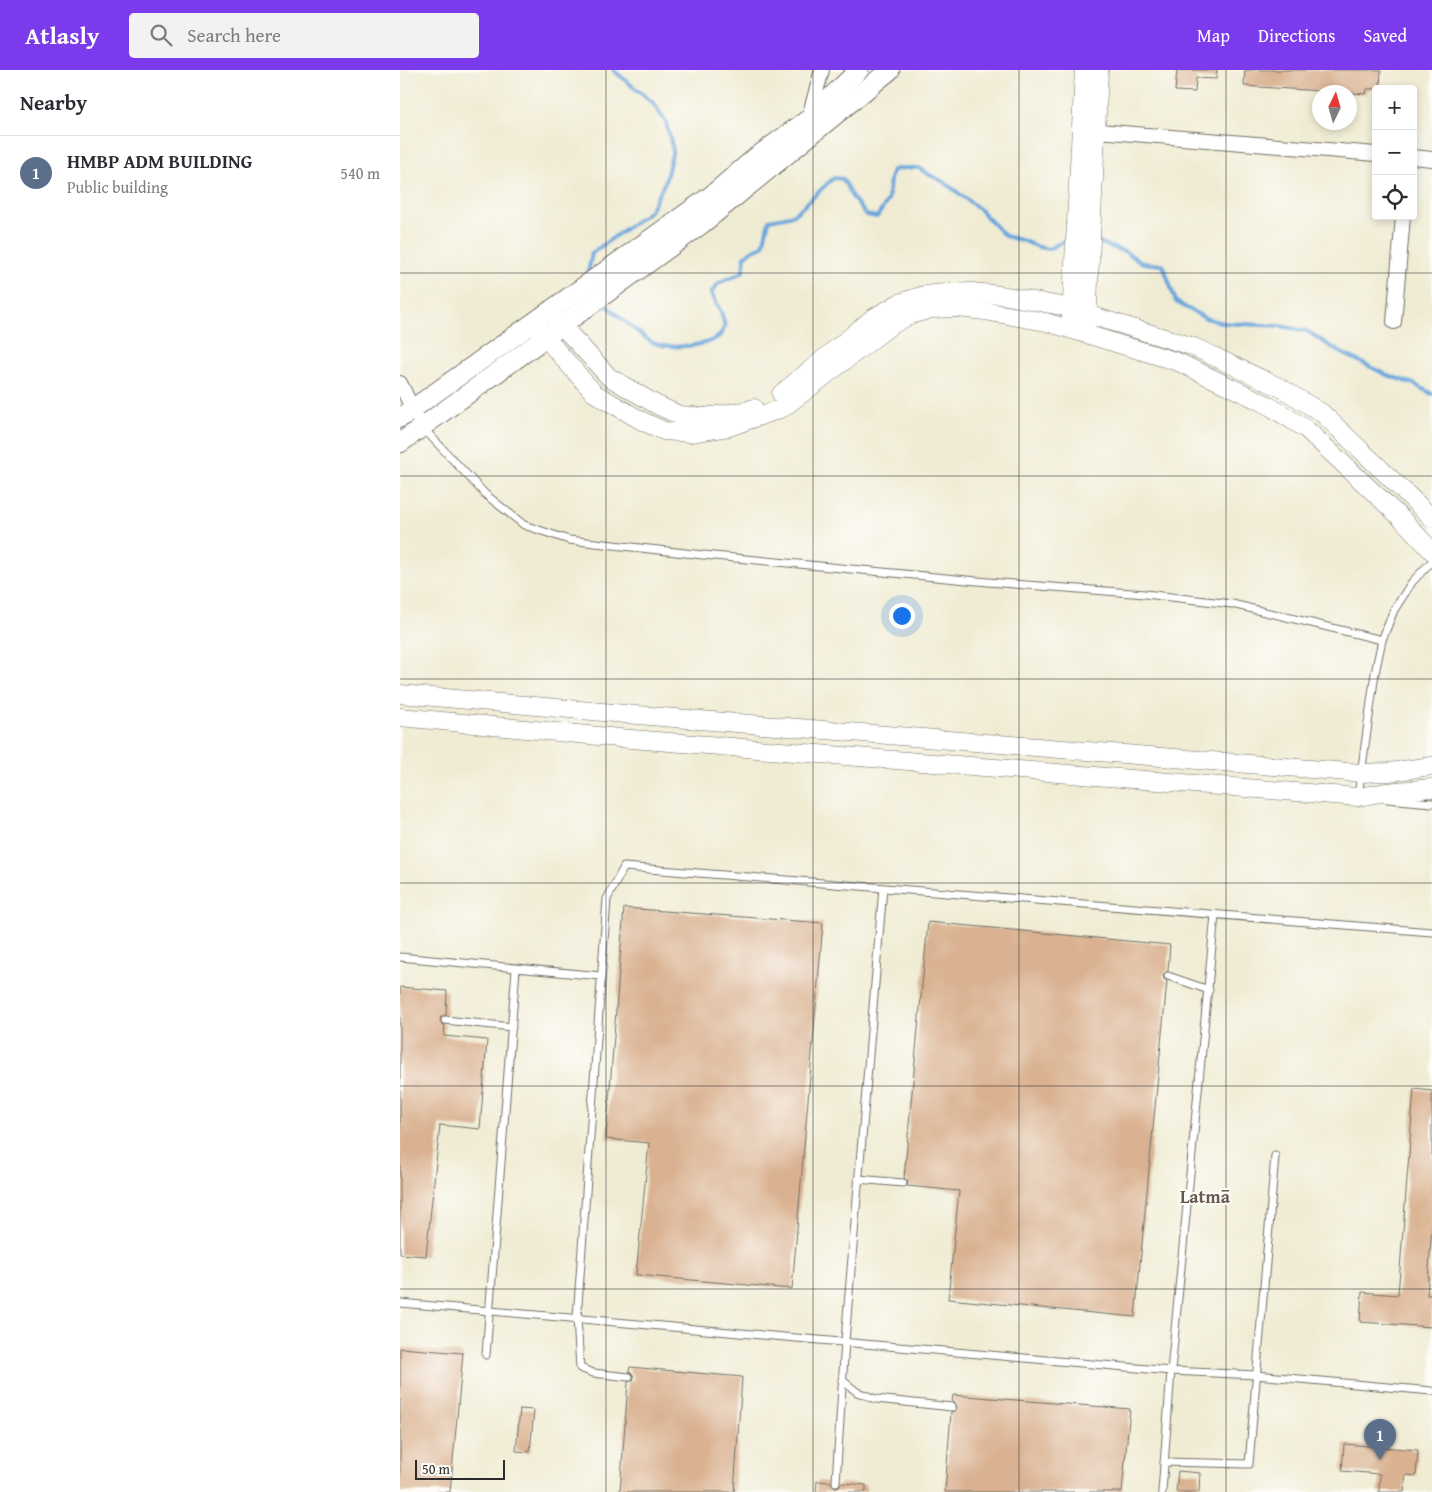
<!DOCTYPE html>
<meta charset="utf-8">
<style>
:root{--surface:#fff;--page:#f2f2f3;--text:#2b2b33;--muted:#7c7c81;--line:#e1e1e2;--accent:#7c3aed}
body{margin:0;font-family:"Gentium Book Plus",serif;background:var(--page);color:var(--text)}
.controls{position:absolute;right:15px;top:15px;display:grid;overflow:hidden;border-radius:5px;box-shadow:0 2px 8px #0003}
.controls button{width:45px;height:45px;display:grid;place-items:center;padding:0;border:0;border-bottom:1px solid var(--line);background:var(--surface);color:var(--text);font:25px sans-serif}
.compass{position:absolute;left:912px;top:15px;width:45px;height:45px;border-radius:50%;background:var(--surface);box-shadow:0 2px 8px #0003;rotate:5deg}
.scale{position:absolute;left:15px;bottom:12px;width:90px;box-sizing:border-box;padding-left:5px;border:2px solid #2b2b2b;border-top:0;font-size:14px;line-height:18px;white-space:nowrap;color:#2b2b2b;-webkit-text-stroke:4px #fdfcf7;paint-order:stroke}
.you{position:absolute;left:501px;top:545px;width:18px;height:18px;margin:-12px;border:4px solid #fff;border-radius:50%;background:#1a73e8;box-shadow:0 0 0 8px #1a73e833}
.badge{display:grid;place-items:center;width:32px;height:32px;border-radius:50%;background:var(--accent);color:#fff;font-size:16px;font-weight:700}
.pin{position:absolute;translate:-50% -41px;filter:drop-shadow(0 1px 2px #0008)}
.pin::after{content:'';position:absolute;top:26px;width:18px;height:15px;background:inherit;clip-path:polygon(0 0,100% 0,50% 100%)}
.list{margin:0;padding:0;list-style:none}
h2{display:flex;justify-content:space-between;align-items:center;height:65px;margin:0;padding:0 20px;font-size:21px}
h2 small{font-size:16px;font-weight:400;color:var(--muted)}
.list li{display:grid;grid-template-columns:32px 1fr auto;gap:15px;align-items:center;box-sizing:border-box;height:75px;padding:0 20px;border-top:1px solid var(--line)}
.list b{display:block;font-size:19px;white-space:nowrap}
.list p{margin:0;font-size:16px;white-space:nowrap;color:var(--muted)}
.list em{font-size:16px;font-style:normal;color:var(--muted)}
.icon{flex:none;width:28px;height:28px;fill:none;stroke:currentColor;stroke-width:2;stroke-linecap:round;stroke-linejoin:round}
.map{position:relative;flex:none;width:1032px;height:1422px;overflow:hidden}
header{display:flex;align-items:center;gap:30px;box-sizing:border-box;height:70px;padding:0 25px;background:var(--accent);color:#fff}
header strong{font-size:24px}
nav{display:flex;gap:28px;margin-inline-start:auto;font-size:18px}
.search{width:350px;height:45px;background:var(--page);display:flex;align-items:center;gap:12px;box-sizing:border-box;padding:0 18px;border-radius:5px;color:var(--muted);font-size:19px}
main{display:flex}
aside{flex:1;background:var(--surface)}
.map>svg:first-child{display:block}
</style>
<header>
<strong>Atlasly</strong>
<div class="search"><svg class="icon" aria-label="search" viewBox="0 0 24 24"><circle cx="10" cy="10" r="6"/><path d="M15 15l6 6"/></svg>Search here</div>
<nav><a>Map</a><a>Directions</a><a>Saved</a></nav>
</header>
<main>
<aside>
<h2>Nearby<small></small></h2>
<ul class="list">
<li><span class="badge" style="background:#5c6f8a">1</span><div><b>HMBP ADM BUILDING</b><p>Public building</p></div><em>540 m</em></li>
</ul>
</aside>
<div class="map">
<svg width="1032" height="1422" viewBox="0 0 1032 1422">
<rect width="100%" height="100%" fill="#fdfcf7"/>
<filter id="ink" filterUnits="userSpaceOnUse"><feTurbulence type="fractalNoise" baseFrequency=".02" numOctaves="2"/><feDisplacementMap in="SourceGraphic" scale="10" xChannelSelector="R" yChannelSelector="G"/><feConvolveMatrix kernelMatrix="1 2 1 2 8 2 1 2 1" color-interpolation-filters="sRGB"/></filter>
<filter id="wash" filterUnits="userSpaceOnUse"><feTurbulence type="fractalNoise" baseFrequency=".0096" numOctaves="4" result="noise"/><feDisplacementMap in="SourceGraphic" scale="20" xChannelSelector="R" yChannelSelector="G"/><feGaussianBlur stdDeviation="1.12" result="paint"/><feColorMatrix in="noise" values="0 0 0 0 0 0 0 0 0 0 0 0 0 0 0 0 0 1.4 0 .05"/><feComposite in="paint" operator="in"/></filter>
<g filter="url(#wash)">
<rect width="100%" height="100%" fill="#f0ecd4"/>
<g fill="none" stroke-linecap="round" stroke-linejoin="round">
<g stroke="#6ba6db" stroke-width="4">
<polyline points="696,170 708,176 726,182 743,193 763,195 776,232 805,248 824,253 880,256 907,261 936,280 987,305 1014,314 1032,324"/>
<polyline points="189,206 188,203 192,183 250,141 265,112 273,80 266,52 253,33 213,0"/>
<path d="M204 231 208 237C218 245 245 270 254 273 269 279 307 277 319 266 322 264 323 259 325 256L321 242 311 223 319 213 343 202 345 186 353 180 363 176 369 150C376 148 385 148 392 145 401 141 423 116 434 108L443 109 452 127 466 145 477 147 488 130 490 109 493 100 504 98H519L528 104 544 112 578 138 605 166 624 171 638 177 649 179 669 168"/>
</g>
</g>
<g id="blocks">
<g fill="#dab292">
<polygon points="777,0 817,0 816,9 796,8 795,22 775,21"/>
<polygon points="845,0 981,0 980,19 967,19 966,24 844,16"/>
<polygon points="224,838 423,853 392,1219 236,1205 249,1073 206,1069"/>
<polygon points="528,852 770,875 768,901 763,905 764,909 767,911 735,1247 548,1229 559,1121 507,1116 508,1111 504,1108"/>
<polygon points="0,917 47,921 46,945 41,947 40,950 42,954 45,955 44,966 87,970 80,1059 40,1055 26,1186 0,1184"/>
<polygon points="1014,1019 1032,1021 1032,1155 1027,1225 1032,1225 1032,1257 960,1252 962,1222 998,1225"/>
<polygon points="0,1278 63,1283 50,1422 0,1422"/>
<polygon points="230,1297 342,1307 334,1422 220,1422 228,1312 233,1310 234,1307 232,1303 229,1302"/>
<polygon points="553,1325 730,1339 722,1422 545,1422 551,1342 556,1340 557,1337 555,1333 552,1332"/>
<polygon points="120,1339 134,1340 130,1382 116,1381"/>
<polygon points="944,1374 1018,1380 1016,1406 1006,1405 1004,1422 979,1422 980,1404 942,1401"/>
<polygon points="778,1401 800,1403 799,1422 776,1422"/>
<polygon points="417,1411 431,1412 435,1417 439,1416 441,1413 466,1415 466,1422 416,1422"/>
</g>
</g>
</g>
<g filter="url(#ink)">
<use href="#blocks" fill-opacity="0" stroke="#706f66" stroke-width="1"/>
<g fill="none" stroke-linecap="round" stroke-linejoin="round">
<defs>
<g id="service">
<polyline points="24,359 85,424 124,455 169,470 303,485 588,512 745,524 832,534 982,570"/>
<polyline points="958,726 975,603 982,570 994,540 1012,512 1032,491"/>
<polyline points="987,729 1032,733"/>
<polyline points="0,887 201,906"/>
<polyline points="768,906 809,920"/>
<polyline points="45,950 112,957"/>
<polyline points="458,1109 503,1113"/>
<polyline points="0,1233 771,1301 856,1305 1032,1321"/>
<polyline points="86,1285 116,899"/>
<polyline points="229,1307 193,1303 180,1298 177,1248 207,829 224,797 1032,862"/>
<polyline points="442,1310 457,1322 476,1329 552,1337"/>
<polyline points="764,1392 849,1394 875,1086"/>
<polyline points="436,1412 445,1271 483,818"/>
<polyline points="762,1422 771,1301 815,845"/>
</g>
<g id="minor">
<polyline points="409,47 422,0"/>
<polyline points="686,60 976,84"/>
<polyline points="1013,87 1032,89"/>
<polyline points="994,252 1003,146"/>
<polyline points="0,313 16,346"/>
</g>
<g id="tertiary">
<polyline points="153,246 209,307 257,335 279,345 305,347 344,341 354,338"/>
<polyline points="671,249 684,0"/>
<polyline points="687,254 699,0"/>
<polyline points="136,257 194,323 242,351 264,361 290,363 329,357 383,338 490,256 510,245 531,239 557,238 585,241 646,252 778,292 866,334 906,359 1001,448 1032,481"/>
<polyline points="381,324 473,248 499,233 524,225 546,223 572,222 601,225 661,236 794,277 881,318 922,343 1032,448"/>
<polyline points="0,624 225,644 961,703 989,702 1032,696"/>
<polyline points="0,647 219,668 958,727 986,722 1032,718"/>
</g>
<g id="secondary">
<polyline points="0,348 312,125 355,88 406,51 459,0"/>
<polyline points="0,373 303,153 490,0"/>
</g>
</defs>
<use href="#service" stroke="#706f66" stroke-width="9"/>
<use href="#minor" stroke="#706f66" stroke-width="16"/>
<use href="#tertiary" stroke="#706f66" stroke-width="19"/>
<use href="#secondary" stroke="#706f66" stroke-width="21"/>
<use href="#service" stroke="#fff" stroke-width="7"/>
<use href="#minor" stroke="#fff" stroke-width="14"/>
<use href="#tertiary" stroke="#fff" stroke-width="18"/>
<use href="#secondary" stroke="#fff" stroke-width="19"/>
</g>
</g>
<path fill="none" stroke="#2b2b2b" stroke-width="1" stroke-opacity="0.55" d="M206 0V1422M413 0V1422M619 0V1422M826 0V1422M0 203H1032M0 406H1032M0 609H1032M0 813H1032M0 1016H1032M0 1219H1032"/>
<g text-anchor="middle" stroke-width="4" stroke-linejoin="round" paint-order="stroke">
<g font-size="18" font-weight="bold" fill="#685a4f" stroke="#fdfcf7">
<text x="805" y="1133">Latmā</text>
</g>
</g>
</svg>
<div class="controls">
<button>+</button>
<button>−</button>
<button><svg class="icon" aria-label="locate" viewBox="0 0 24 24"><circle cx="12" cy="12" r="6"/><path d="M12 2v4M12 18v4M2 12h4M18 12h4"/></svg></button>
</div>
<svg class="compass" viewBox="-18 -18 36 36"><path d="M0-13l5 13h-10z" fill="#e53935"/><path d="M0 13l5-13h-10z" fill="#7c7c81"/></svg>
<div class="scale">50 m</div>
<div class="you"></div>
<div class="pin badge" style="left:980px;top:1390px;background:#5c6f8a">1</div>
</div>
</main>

=== What is required ===
Identify each line in the records above containing the word "grid"; copy those lines.

=== Your response ===
.controls{position:absolute;right:15px;top:15px;display:grid;overflow:hidden;border-radius:5px;box-shadow:0 2px 8px #0003}
.controls button{width:45px;height:45px;display:grid;place-items:center;padding:0;border:0;border-bottom:1px solid var(--line);background:var(--surface);color:var(--text);font:25px sans-serif}
.badge{display:grid;place-items:center;width:32px;height:32px;border-radius:50%;background:var(--accent);color:#fff;font-size:16px;font-weight:700}
.list li{display:grid;grid-template-columns:32px 1fr auto;gap:15px;align-items:center;box-sizing:border-box;height:75px;padding:0 20px;border-top:1px solid var(--line)}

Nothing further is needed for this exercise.